DKP pula yang paling akhir menjalankan tugas, ketika Resimen Tjakrabirawa dibubarkan secara resmi pada 22 Maret 1966,   tak lama setelah Supersemar terbit. Mangil seolah seperti memiliki privilege, karena kedekatan khususnya dengan Bung Karno, dan yang paling lama mengawal dibandingkan yang lain. Bandingkan denga Untung misalnya, yang hanya dalam hitungan bulan mengawal Bung Karno.

Secara operasional tugas DKP berakhir pada 16 Agustus 1967, ketika Mangil menyerahkan tugasnya pada Satgas Pomad. Sampai detik-detik terakhir kekuasaan Soekarno, DKP masih mendampingi. Termasuk ketika Soekarno harus keluar dari istana, karena dipaksa oleh rezim yang baru. Selanjutnya tugas pengawalan atau pengamanan presiden dijalankan oleh Satuan Tugas Polisi Militer AD dengan komandan (pangkat saat itu) Kol CPM Norman Sasono. Sementara Kombes Mangil dikembalikan pada Brimob Polri, sampai beliau pensiun.

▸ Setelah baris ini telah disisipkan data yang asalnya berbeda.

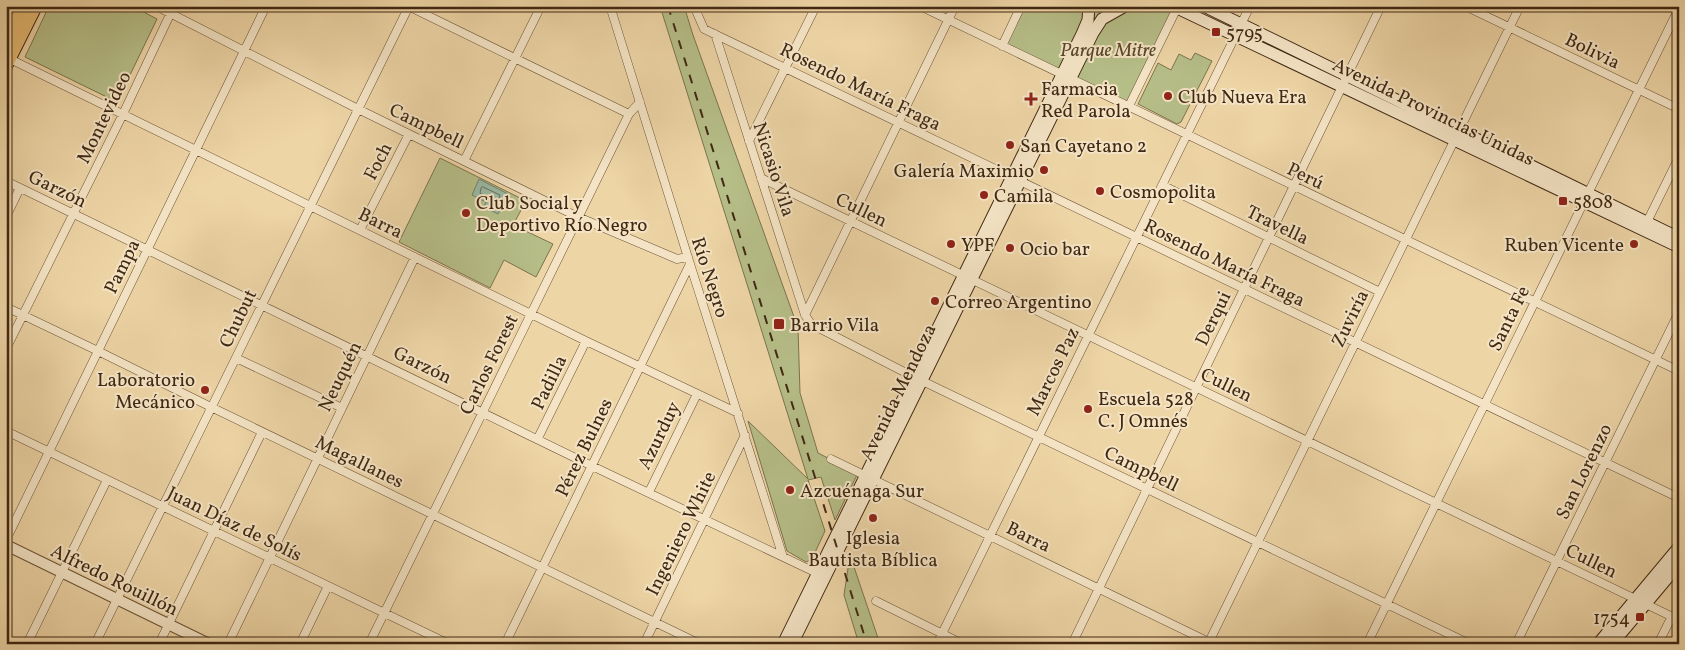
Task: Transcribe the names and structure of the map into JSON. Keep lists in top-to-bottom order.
{
  "streets": {
    "main road": ["Avenida Provincias Unidas", "Avenida Mendoza"],
    "street": [
      "Bolivia",
      "Rosendo María Fraga",
      "Montevideo",
      "Campbell",
      "Foch",
      "Nicasio Vila",
      "Perú",
      "Garzón",
      "Cullen",
      "Barra",
      "Travella",
      "Pampa",
      "Río Negro",
      "Chubut",
      "Derqui",
      "Zuviría",
      "Santa Fe",
      "Carlos Forest",
      "Marcos Paz",
      "Neuquén",
      "Padilla",
      "Azurduy",
      "Pérez Bulnes",
      "Magallanes",
      "San Lorenzo",
      "Juan Díaz de Solís",
      "Ingeniero White",
      "Alfredo Rouillón"
    ]
  },
  "crossings": [
    ["Bolivia", "Zuviría"],
    ["Bolivia", "Santa Fe"],
    ["Rosendo María Fraga", "Nicasio Vila"],
    ["Rosendo María Fraga", "Derqui"],
    ["Rosendo María Fraga", "Zuviría"],
    ["Rosendo María Fraga", "Santa Fe"],
    ["Rosendo María Fraga", "Marcos Paz"],
    ["Rosendo María Fraga", "Avenida Mendoza"],
    ["Rosendo María Fraga", "San Lorenzo"],
    ["Avenida Provincias Unidas", "Derqui"],
    ["Avenida Provincias Unidas", "Zuviría"],
    ["Avenida Provincias Unidas", "Santa Fe"],
    ["Avenida Provincias Unidas", "Marcos Paz"],
    ["Montevideo", "Campbell"],
    ["Montevideo", "Garzón"],
    ["Montevideo", "Barra"],
    ["Montevideo", "Magallanes"],
    ["Campbell", "Foch"],
    ["Campbell", "Nicasio Vila"],
    ["Campbell", "Pampa"],
    ["Campbell", "Río Negro"],
    ["Campbell", "Chubut"],
    ["Campbell", "Derqui"],
    ["Campbell", "Zuviría"],
    ["Campbell", "Santa Fe"],
    ["Campbell", "Carlos Forest"],
    ["Campbell", "Marcos Paz"],
    ["Campbell", "Avenida Mendoza"],
    ["Campbell", "Pérez Bulnes"],
    ["Foch", "Barra"],
    ["Nicasio Vila", "Cullen"],
    ["Perú", "Derqui"],
    ["Perú", "Zuviría"],
    ["Perú", "Santa Fe"],
    ["Perú", "Marcos Paz"],
    ["Perú", "Avenida Mendoza"],
    ["Perú", "San Lorenzo"],
    ["Garzón", "Pampa"],
    ["Garzón", "Río Negro"],
    ["Garzón", "Chubut"],
    ["Garzón", "Carlos Forest"],
    ["Garzón", "Neuquén"],
    ["Garzón", "Padilla"],
    ["Garzón", "Avenida Mendoza"],
    ["Garzón", "Azurduy"],
    ["Garzón", "Pérez Bulnes"],
    ["Garzón", "Ingeniero White"],
    ["Cullen", "Derqui"],
    ["Cullen", "Zuviría"],
    ["Cullen", "Santa Fe"],
    ["Cullen", "Marcos Paz"],
    ["Cullen", "Avenida Mendoza"],
    ["Cullen", "San Lorenzo"],
    ["Barra", "Pampa"],
    ["Barra", "Río Negro"],
    ["Barra", "Chubut"],
    ["Barra", "Derqui"],
    ["Barra", "Zuviría"],
    ["Barra", "Carlos Forest"],
    ["Barra", "Marcos Paz"],
    ["Barra", "Neuquén"],
    ["Barra", "Padilla"],
    ["Barra", "Avenida Mendoza"],
    ["Barra", "Azurduy"],
    ["Barra", "Pérez Bulnes"],
    ["Travella", "Derqui"],
    ["Travella", "Zuviría"],
    ["Travella", "Marcos Paz"],
    ["Pampa", "Magallanes"],
    ["Pampa", "Juan Díaz de Solís"],
    ["Río Negro", "Carlos Forest"],
    ["Río Negro", "Pérez Bulnes"],
    ["Río Negro", "Ingeniero White"],
    ["Chubut", "Magallanes"],
    ["Chubut", "Juan Díaz de Solís"],
    ["Chubut", "Alfredo Rouillón"],
    ["Carlos Forest", "Magallanes"],
    ["Carlos Forest", "Juan Díaz de Solís"],
    ["Neuquén", "Magallanes"],
    ["Neuquén", "Juan Díaz de Solís"],
    ["Pérez Bulnes", "Magallanes"],
    ["Magallanes", "Ingeniero White"]
  ],
  "parks": ["Parque Mitre"],
  "places": {
    "transit": [
      "5795",
      "5808",
      "Barrio Vila",
      "1754"
    ],
    "other": [
      "Club Nueva Era",
      "San Cayetano 2",
      "Galería Maximio",
      "Cosmopolita",
      "Camila",
      "Club Social y Deportivo Río Negro",
      "YPF",
      "Ruben Vicente",
      "Ocio bar",
      "Correo Argentino",
      "Laboratorio Mecánico",
      "Escuela 528 C. J Omnés",
      "Azcuénaga Sur",
      "Iglesia Bautista Bíblica"
    ],
    "health": ["Farmacia Red Parola"]
  }
}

Satgas Pomad inilah yang kemudian hari berkembang  menjadi Paswalpres (Pasukan Pengawalan Presiden, kini Paspampres), dan Norman Sasono sendiri  kemudian menjadi Pangdam Jaya pada pertengahan dekade 1970-an. Seorang anaknya kemudian juga menjadi Komandan Paspampres, yaitu Letjen (Purn) Marciano Norman (Akmil 1978, kavaleri), dan kini dikenal sebagai Ketua Umum KONI Pusat.

Aris Santoso, sejak lama dikenal sebagai pengamat militer, khususnya TNI AD. Kini bekerja sebagai editor buku paruh waktu.

*Setiap tulisan yang dimuat dalam #DWNesia menjadi tanggung jawab penulis.